Closed jermainewang closed 5 years ago
I just fixed FromDLPack (https://github.com/VoVAllen/tf-dlpack/blob/master/src/from_dlpack_kernel_copy.cc#L67)
The problem is the output tensor has to be create with context->allocate_output
at here.
There's no problem inheriting TF's allocator, and it works well. But you cannot set the tensor created with new Tensor(allocator...)
as the output.
All context function can be found here. set_output
will copy the tensor(created with new Tensor), and set_output_ref
is not supported in tf 2.0.
Also I found pytorch will also copy the from_dlpack
tensor when doing further computation.
You can verify this with cupy's dlpack. Allocate a big enough tensor and send to torch with dlpack. You would find no copy is invoked when torch.utils.data.from_dlpack
. But when you print it or doing other operation on it(such as b=a+1), it will copy the tensor. (You can see memory doubled with nvidia-smi)
Currently I tested scope with https://github.com/VoVAllen/tf-dlpack/blob/master/test/test_to_dlpack.py#L5.
Also I found pytorch will also copy the
from_dlpack
tensor when doing further computation. You can verify this with cupy's dlpack. Allocate a big enough tensor and send to torch with dlpack. You would find no copy is invoked whentorch.utils.data.from_dlpack
. But when you print it or doing other operation on it(such as b=a+1), it will copy the tensor. (You can see memory doubleed with nvidia-smi)
Shouldn't the memory be doubled since b
is a new tensor?
No. if you do b=a+1, the memory triples.
That might be a problem. DGL uses DLPack a lot.
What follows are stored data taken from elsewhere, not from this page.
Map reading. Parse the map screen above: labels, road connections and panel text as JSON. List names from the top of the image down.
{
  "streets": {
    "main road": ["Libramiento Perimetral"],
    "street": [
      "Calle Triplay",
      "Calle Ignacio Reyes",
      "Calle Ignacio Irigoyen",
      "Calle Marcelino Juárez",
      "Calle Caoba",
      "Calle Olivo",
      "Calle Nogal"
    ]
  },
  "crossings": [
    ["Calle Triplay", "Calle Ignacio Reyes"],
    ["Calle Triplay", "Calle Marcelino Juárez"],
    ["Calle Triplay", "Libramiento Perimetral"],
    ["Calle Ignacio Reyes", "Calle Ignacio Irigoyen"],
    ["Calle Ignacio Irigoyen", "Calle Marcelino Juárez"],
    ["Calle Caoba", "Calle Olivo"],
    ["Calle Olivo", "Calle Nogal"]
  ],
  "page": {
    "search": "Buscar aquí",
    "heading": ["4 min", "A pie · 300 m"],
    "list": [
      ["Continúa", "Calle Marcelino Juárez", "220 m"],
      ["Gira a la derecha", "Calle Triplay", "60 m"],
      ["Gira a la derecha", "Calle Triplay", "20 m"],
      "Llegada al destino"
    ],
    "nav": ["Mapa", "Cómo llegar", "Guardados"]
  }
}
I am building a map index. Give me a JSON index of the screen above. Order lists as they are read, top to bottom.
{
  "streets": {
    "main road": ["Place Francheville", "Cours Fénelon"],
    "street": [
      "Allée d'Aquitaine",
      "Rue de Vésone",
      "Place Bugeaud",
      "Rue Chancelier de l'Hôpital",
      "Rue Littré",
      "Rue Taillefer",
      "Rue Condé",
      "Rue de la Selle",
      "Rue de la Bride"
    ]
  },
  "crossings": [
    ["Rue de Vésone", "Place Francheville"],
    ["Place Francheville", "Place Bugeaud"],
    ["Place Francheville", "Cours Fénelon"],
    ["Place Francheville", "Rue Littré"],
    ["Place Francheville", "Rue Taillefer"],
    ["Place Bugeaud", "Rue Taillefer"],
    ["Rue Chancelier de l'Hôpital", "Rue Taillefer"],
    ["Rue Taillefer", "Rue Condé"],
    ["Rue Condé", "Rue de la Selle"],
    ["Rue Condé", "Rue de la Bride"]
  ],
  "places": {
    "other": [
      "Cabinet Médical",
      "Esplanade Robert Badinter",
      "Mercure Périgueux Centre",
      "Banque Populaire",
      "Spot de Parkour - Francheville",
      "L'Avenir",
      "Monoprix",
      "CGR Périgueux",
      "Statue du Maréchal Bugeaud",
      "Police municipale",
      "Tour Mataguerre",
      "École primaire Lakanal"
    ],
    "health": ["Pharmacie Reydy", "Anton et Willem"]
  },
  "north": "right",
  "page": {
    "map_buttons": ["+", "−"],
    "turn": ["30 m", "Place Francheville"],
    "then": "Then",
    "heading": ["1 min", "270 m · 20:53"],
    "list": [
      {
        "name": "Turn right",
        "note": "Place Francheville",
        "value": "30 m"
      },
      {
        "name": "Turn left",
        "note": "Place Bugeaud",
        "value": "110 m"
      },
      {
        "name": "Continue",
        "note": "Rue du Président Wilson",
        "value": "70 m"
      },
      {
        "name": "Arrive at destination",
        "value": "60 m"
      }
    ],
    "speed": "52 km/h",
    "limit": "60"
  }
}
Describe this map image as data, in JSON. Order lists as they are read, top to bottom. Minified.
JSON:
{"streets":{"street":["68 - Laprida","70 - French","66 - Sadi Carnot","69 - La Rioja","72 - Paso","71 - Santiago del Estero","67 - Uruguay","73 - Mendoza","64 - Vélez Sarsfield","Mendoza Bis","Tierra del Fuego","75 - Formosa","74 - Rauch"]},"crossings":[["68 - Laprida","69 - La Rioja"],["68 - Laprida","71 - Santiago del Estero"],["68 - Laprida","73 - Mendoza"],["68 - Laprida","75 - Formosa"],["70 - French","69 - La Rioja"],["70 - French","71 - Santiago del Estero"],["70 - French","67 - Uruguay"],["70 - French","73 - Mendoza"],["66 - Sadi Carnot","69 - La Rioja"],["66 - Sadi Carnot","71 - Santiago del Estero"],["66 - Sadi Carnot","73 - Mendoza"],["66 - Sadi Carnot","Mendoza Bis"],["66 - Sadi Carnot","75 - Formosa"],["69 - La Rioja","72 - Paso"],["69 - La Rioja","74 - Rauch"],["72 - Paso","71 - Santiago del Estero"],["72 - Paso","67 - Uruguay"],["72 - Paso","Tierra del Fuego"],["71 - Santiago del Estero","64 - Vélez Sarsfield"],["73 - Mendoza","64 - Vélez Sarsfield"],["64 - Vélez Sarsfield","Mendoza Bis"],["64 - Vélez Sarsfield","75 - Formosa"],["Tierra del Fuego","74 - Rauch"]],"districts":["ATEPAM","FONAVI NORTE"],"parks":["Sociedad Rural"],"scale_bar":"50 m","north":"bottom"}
Could you try locate the code to double check?
Update: I checked your implementation, it seems zero copy based on gpu memory usage. And I just change file at my side. Test file: https://github.com/VoVAllen/tf-dlpack/blob/master/test/test_zero_copy.py
Also I found way to avoid cudaMemcpy in to_dlpack
. Therefore we don't need cuda runtime anymore. The cuda dependency is removed.
But calling deleter in DeallocateRaw
still leads to core dump. I'm trying to figure out why.
C++ code is almost done. Could you help check whether the libpath in setup.py
works?
I'm working on test, lint and CI now.
But calling deleter in DeallocateRaw still leads to core dump. I'm trying to figure out why.
I forgot to set capsule's deconstructor. Should be fixed now.
test和lint都搞好了,就差CI了
Missing license file. Does TF use Apache 2.0?
Yes. I added the apache license to our repo.
@VoVAllen
Also, what's the problem of inheriting TF's allocator?